SUPPLIED INFORMATION:
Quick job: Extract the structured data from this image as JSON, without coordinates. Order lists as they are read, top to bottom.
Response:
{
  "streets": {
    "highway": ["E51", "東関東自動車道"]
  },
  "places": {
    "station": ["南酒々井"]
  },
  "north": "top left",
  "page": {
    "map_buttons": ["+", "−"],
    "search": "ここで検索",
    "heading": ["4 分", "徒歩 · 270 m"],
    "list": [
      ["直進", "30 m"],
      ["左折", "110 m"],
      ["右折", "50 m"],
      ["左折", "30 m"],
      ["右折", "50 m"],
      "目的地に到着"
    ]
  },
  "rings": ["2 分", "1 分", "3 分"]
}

TASK DETAILS: Give back the complete material verbatim.

EXERCISE RESULT:
Quick job: Extract the structured data from this image as JSON, without coordinates. Order lists as they are read, top to bottom.
Response:
{
  "streets": {
    "highway": ["E51", "東関東自動車道"]
  },
  "places": {
    "station": ["南酒々井"]
  },
  "north": "top left",
  "page": {
    "map_buttons": ["+", "−"],
    "search": "ここで検索",
    "heading": ["4 分", "徒歩 · 270 m"],
    "list": [
      ["直進", "30 m"],
      ["左折", "110 m"],
      ["右折", "50 m"],
      ["左折", "30 m"],
      ["右折", "50 m"],
      "目的地に到着"
    ]
  },
  "rings": ["2 分", "1 分", "3 分"]
}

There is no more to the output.